Gather all lines in the records below that include the word "currentColor".

=== Records for processing ===

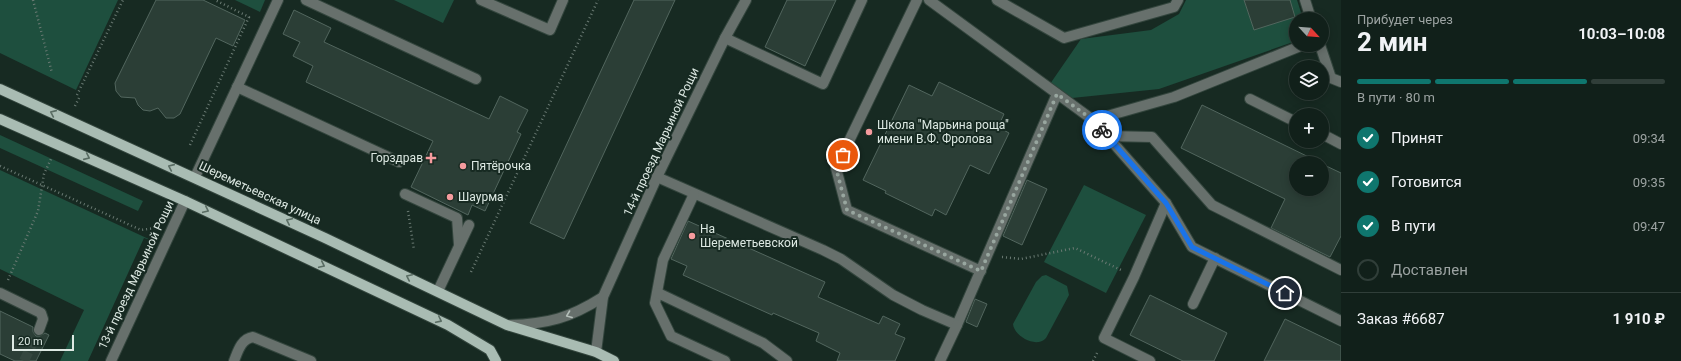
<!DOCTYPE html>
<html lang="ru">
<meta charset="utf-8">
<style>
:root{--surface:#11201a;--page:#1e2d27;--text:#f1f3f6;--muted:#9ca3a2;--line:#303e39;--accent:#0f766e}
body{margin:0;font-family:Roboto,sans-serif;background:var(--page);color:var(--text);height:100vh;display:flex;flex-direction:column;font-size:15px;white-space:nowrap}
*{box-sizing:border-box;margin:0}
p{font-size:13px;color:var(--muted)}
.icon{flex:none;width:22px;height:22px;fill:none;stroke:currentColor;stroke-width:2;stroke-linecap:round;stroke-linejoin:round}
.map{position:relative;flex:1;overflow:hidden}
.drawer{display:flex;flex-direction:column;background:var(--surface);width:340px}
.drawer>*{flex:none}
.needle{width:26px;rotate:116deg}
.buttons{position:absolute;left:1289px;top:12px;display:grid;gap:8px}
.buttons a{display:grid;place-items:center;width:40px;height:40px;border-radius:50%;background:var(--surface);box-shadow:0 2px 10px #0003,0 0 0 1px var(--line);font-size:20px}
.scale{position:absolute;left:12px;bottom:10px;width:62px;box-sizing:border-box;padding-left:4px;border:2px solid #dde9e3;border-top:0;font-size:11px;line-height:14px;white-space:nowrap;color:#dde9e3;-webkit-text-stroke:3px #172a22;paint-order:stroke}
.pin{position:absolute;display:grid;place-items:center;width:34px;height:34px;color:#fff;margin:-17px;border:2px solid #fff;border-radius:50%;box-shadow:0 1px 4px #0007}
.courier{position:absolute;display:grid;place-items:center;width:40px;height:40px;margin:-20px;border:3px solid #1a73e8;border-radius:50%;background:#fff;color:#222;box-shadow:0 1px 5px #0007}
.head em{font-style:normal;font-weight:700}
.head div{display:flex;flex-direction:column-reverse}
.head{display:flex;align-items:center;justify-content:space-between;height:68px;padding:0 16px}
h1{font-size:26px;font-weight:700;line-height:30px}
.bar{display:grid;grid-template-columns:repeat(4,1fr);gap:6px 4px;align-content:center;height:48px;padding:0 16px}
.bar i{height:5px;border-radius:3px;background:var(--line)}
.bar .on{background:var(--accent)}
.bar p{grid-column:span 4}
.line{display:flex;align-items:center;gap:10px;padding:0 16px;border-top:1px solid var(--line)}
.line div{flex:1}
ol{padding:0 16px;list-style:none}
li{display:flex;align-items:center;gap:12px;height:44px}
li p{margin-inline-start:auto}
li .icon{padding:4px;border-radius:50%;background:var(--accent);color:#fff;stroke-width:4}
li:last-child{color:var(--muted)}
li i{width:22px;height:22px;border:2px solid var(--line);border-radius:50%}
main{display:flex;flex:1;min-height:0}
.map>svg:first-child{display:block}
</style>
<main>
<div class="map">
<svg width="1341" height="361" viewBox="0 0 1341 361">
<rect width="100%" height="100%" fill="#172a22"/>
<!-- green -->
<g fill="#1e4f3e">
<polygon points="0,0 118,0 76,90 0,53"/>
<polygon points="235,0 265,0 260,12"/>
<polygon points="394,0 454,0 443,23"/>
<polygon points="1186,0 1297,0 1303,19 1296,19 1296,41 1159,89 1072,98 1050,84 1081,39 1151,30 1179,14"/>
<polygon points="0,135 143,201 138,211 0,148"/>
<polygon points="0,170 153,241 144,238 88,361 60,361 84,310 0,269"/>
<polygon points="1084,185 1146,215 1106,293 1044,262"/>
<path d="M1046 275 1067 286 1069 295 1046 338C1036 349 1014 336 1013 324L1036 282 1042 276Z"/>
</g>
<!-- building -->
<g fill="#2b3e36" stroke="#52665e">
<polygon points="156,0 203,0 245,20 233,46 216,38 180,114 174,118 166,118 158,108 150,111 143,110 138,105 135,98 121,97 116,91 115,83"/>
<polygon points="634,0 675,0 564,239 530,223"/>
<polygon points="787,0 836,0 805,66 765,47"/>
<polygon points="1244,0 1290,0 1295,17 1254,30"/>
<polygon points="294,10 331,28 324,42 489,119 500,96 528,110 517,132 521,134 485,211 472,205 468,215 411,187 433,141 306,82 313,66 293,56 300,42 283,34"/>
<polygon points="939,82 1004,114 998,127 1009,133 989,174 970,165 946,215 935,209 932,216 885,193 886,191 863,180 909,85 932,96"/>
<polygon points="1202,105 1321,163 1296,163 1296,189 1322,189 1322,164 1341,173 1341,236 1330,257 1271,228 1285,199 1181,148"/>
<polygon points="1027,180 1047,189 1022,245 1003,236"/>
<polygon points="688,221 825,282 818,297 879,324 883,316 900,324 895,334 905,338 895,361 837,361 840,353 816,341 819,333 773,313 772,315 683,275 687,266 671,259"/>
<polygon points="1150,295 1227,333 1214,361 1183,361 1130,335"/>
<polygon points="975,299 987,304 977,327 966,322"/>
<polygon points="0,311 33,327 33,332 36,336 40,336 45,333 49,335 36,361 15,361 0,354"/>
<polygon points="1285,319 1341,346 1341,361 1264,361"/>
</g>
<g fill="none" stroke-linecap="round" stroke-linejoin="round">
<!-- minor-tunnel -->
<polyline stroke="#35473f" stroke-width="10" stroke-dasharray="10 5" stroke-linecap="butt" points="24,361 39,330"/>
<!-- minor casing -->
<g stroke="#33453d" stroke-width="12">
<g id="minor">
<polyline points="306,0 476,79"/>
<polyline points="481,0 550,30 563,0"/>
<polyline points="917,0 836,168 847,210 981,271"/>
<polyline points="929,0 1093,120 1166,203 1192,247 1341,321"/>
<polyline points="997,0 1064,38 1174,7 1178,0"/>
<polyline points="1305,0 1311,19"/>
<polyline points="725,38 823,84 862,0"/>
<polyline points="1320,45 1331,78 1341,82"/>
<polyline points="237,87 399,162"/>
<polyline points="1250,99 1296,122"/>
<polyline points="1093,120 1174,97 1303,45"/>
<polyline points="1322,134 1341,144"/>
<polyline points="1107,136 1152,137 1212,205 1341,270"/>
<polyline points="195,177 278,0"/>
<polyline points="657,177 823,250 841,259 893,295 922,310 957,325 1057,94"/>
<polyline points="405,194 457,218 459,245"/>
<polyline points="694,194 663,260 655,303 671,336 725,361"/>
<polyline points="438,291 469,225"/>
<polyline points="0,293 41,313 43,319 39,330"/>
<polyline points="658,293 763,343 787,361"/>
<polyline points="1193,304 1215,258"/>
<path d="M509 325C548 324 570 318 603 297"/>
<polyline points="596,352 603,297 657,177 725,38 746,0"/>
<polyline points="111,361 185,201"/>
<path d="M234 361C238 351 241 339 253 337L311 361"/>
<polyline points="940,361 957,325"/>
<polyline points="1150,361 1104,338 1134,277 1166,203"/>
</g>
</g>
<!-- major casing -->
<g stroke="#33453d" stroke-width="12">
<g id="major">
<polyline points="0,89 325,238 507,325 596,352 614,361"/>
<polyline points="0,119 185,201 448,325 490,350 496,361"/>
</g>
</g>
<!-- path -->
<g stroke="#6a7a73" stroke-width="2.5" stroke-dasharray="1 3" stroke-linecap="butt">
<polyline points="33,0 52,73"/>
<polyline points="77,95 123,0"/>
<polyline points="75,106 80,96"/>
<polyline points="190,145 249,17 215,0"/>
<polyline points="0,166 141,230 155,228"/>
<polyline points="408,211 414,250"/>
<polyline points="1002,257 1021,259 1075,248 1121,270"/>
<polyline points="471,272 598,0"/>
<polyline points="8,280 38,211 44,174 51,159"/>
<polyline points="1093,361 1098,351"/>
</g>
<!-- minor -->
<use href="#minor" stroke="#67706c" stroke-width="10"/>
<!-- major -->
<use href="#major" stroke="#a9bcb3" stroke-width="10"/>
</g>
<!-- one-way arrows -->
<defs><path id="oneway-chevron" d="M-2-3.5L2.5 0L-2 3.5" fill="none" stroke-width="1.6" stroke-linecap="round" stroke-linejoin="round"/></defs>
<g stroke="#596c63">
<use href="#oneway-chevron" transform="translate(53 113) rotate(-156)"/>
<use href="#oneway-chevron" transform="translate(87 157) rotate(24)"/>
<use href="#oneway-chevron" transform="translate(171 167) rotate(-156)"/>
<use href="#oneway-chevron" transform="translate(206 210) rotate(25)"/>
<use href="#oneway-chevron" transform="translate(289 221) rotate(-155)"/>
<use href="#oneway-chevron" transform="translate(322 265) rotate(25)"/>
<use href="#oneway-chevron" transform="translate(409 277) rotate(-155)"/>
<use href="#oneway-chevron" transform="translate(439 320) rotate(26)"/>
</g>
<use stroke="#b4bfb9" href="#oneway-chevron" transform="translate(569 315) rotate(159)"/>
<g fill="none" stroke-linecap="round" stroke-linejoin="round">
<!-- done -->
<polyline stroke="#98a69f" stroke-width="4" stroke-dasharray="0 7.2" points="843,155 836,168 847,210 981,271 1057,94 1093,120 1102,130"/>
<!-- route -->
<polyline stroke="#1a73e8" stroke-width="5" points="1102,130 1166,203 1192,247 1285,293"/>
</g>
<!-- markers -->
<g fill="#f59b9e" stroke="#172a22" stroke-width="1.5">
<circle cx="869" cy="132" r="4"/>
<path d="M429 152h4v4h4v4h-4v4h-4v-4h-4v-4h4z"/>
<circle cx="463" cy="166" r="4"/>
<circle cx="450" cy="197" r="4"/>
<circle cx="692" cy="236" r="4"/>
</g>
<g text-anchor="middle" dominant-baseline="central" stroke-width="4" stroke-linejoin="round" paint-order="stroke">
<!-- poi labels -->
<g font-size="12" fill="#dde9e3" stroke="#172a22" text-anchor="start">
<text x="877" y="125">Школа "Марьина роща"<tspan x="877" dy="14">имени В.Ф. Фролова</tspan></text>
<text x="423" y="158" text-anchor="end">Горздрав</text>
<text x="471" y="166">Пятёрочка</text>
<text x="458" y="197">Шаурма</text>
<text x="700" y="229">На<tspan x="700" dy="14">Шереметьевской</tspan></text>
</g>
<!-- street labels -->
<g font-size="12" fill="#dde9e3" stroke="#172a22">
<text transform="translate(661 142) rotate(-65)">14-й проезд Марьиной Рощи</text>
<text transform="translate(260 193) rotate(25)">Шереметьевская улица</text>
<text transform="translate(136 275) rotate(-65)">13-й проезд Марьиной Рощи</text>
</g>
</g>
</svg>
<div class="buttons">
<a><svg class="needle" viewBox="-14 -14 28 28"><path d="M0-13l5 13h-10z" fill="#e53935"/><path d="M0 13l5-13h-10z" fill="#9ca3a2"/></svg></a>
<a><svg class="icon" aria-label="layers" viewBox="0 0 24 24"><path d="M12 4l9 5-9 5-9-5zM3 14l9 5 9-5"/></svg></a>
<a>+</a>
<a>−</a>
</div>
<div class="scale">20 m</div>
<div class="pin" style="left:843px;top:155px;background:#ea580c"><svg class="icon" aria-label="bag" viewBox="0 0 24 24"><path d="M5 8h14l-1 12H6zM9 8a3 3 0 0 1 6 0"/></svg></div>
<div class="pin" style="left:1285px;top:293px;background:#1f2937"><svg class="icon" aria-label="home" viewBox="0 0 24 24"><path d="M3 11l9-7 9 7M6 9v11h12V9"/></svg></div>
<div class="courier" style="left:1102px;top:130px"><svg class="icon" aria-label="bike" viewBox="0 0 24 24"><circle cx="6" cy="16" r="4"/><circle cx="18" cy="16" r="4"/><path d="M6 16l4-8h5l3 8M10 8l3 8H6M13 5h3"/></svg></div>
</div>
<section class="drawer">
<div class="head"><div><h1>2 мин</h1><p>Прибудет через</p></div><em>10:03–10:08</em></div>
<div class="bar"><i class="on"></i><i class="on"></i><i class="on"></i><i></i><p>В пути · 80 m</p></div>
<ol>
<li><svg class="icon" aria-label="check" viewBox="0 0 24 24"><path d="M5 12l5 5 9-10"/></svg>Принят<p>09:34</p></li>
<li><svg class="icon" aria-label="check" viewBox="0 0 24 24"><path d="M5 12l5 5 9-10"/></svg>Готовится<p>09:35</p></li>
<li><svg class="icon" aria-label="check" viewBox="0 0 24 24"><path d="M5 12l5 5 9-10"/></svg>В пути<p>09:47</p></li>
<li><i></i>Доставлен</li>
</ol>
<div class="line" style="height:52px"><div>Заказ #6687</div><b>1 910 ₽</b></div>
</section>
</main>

===
=== Records for processing ===

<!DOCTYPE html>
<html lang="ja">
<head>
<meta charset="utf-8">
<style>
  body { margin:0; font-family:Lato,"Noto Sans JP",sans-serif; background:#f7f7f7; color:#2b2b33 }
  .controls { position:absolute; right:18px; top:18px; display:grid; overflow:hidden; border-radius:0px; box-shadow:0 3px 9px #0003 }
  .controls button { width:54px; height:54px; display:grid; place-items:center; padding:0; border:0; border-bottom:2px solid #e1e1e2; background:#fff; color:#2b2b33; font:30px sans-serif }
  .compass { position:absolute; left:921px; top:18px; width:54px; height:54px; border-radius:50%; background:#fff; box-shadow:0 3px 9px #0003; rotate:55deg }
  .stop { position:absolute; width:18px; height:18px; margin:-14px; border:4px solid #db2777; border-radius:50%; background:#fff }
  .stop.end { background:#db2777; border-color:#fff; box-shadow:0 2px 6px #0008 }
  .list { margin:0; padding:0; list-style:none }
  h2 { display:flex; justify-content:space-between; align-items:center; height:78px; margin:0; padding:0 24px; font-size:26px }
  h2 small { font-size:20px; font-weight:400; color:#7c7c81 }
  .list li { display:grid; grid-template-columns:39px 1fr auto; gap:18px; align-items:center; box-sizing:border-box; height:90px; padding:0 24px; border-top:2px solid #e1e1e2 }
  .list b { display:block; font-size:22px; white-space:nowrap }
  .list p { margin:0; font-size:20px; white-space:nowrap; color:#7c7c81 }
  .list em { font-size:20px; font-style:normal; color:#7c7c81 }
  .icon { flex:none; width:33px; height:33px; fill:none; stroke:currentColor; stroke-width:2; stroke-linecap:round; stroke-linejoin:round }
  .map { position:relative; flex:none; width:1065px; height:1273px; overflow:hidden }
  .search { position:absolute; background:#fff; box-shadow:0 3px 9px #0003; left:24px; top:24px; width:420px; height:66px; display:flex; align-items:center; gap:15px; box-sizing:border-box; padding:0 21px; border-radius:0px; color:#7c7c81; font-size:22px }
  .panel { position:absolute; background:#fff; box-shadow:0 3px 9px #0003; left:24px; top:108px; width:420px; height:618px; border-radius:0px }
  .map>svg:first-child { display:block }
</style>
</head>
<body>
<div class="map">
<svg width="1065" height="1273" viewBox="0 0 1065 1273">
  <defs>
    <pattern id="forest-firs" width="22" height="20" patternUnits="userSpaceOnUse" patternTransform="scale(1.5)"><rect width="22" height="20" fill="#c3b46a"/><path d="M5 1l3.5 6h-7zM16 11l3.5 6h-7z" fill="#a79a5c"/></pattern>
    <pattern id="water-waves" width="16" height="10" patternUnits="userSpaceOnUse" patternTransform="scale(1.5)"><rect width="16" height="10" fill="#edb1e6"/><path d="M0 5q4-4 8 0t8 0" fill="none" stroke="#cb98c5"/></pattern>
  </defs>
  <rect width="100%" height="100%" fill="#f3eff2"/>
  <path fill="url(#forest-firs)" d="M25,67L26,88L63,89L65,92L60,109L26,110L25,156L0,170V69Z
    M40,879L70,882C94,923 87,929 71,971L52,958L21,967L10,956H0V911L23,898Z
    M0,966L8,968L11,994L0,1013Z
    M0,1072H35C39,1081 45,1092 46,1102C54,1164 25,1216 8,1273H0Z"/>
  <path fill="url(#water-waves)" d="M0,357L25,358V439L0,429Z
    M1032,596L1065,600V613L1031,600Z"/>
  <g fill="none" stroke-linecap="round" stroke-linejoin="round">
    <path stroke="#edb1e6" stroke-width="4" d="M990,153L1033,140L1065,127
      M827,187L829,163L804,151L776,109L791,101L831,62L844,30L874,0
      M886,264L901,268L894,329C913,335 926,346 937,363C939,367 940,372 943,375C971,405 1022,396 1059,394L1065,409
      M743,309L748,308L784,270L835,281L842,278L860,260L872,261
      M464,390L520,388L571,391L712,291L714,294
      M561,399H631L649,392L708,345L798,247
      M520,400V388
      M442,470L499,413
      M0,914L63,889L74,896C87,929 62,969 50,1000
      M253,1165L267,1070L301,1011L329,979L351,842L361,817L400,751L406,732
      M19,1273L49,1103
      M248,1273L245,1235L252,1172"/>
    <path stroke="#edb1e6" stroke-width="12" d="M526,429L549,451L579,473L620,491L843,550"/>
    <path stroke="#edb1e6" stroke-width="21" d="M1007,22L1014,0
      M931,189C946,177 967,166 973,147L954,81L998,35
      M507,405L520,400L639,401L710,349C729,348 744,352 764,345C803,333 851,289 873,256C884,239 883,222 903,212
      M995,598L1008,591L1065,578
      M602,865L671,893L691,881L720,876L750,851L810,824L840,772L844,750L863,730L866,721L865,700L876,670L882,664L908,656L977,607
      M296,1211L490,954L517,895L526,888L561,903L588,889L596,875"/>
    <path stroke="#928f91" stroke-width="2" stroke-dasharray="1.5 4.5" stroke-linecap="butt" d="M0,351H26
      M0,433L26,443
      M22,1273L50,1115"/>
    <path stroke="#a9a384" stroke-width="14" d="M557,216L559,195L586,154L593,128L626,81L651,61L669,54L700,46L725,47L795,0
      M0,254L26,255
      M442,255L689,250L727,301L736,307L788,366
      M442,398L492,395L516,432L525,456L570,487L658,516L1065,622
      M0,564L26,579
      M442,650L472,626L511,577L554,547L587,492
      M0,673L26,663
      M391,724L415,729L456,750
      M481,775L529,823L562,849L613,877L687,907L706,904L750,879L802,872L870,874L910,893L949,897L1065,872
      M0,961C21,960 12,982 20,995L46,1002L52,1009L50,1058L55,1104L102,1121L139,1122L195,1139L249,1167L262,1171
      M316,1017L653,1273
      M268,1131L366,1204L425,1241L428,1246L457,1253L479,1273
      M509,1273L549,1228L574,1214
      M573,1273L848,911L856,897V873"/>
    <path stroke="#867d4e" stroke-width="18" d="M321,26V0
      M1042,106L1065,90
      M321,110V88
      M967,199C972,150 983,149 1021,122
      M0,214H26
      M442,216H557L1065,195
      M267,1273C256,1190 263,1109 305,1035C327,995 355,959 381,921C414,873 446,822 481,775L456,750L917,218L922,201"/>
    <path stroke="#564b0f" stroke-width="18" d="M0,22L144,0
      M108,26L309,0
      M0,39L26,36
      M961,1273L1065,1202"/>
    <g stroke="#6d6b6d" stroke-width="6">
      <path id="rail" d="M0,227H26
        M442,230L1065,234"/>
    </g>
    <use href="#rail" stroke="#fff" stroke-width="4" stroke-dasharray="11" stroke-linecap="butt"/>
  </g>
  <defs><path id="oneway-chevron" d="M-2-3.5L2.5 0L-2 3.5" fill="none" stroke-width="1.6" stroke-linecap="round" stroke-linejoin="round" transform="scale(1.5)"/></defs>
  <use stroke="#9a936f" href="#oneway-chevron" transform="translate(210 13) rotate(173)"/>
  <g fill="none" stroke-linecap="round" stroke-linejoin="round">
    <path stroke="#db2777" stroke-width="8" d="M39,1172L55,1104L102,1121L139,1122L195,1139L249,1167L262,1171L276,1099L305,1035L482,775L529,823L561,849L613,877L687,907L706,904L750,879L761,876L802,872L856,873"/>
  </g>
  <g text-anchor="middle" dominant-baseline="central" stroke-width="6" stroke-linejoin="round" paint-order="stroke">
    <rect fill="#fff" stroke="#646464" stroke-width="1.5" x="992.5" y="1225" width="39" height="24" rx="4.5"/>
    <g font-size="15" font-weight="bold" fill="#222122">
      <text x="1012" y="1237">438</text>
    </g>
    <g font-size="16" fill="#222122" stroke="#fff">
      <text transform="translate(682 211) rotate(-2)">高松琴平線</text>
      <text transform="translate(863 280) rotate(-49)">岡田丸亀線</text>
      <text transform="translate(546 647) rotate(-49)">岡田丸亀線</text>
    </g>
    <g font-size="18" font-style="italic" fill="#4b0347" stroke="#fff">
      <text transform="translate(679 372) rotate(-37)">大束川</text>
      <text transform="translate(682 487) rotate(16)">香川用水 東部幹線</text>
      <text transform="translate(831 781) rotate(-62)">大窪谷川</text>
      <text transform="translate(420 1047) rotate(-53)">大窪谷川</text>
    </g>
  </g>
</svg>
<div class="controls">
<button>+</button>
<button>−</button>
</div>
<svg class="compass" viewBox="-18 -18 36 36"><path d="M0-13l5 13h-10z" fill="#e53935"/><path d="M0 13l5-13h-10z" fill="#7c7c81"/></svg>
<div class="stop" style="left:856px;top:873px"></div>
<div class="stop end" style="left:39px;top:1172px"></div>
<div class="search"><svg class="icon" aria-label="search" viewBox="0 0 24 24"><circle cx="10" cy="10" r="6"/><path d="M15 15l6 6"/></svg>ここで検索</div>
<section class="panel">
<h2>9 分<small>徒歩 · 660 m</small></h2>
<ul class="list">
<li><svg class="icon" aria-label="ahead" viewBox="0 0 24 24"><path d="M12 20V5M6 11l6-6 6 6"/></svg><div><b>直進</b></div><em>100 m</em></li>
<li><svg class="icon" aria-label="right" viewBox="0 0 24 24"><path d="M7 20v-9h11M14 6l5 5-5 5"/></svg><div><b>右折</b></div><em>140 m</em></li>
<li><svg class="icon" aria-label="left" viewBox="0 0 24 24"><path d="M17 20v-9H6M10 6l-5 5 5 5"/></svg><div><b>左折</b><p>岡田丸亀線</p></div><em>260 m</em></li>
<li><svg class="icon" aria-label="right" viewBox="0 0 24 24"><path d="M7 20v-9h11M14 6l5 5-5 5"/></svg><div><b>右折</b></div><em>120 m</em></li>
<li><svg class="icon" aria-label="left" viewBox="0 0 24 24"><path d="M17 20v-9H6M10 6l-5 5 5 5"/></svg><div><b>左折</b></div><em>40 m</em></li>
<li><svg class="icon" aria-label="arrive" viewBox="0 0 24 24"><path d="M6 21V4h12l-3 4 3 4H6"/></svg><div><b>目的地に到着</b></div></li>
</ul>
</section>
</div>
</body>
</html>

===

= The completed task =
.icon{flex:none;width:22px;height:22px;fill:none;stroke:currentColor;stroke-width:2;stroke-linecap:round;stroke-linejoin:round}
  .icon { flex:none; width:33px; height:33px; fill:none; stroke:currentColor; stroke-width:2; stroke-linecap:round; stroke-linejoin:round }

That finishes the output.